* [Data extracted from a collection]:

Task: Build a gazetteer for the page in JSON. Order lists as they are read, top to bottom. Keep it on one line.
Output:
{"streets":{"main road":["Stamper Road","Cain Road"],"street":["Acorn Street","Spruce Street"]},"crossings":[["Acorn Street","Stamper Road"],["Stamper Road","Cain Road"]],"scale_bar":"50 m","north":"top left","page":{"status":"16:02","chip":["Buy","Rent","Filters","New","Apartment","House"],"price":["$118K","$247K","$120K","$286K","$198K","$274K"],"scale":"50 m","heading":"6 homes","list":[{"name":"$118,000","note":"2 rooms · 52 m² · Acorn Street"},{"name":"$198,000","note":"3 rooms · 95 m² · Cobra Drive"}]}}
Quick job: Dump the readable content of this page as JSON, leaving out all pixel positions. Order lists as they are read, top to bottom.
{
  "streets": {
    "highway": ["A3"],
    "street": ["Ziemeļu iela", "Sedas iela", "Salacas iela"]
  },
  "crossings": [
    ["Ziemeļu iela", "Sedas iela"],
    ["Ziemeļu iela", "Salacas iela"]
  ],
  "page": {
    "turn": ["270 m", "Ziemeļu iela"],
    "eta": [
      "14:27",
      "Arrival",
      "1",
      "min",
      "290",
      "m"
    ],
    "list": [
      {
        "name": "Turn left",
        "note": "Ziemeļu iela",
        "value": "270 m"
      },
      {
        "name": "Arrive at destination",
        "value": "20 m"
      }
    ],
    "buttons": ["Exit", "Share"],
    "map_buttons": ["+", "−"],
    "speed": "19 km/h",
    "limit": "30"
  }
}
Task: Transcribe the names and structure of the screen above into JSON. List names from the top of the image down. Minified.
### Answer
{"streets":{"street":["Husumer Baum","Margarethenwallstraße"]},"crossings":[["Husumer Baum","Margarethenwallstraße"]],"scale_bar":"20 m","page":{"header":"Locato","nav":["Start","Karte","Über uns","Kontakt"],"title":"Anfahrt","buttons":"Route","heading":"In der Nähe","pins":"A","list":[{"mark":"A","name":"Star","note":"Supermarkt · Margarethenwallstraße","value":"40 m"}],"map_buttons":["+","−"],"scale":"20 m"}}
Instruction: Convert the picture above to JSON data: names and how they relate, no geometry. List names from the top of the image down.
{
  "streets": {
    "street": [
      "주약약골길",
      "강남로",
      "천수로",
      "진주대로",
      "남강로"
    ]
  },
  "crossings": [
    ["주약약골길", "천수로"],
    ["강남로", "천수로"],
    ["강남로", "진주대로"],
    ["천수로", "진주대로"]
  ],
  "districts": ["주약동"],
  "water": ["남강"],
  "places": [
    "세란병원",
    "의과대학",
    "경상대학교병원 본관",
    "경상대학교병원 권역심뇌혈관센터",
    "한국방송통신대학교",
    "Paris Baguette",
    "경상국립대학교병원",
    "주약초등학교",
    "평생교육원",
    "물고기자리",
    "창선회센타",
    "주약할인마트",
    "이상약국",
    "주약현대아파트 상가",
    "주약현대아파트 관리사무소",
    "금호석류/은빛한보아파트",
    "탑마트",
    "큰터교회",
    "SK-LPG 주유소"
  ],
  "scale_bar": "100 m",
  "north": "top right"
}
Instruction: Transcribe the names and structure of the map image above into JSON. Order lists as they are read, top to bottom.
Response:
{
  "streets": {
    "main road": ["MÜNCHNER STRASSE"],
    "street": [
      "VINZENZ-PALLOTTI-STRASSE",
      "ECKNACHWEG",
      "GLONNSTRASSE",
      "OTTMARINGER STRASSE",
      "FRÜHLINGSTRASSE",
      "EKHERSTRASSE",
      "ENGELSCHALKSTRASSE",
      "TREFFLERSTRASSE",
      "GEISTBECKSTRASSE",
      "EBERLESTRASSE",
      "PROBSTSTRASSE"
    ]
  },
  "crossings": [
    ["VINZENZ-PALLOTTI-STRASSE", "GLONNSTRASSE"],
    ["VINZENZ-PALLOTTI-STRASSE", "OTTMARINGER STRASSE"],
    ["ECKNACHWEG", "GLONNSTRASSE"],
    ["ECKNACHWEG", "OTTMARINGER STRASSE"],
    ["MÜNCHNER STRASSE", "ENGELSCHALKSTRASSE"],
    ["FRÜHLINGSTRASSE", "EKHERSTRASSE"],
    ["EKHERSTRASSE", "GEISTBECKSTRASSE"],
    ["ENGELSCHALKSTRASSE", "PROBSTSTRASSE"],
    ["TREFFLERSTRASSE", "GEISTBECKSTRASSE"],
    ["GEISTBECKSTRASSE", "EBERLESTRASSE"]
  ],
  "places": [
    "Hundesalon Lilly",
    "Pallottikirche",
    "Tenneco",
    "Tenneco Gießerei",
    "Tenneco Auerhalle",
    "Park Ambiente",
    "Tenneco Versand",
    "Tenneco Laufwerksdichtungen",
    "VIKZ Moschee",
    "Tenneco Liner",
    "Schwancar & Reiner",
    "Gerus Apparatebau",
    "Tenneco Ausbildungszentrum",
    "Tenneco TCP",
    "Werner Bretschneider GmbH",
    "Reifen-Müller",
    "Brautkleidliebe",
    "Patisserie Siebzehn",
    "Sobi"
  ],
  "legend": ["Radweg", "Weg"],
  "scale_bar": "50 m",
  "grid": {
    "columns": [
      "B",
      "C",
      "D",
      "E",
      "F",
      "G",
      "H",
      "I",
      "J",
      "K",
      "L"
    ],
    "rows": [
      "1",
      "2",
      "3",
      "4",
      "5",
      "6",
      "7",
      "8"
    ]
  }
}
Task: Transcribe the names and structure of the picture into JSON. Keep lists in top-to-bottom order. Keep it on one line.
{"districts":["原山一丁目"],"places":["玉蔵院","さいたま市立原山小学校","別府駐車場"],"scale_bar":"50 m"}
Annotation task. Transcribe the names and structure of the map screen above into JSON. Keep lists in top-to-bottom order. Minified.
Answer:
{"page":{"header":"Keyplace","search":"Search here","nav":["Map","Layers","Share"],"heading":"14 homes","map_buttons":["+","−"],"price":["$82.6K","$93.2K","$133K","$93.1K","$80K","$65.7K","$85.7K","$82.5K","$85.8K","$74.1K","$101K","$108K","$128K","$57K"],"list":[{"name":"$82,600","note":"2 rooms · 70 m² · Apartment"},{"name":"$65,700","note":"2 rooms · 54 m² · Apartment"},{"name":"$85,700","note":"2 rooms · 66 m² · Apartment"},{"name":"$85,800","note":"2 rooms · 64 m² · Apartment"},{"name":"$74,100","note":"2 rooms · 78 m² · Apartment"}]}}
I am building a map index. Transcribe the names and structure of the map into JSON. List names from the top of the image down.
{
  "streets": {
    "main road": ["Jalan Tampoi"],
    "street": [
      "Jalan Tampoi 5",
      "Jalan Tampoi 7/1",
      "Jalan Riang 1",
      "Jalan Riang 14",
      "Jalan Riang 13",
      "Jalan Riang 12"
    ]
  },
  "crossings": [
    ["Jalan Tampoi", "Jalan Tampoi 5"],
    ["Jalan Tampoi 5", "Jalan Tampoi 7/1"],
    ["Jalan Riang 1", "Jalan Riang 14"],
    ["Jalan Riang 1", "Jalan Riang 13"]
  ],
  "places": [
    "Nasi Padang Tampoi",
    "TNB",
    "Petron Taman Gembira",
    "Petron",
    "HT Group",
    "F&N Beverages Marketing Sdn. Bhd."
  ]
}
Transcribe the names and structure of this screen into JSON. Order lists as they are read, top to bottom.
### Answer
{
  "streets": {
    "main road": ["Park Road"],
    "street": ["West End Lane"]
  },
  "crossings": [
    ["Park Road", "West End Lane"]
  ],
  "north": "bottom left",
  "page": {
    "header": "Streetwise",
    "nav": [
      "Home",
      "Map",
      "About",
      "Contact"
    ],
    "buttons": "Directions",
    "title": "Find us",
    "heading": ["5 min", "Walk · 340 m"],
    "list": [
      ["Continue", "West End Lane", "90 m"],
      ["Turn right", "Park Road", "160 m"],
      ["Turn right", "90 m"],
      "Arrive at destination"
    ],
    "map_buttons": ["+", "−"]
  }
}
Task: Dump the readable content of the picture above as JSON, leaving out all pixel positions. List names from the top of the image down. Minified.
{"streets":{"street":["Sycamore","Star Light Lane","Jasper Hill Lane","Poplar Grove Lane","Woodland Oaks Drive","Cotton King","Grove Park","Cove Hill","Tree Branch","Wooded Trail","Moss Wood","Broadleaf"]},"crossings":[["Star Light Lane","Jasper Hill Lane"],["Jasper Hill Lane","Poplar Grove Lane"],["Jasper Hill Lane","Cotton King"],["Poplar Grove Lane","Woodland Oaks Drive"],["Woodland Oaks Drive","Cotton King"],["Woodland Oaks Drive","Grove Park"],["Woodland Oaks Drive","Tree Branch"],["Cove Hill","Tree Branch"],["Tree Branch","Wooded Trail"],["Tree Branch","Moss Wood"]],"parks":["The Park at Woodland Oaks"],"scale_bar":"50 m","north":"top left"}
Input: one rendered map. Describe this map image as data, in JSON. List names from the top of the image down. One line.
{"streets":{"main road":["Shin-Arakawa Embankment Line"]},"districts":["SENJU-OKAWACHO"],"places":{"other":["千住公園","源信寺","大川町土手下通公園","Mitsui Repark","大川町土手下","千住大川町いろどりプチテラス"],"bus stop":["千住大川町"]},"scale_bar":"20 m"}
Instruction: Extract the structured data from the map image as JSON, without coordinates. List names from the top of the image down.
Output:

* [What this task involves]:
Which of the lines above include the word "screen"? List those lines.

* [Reply to the task]:
Task: Transcribe the names and structure of the screen above into JSON. List names from the top of the image down. Minified.
Annotation task. Transcribe the names and structure of the map screen above into JSON. Keep lists in top-to-bottom order. Minified.
Transcribe the names and structure of this screen into JSON. Order lists as they are read, top to bottom.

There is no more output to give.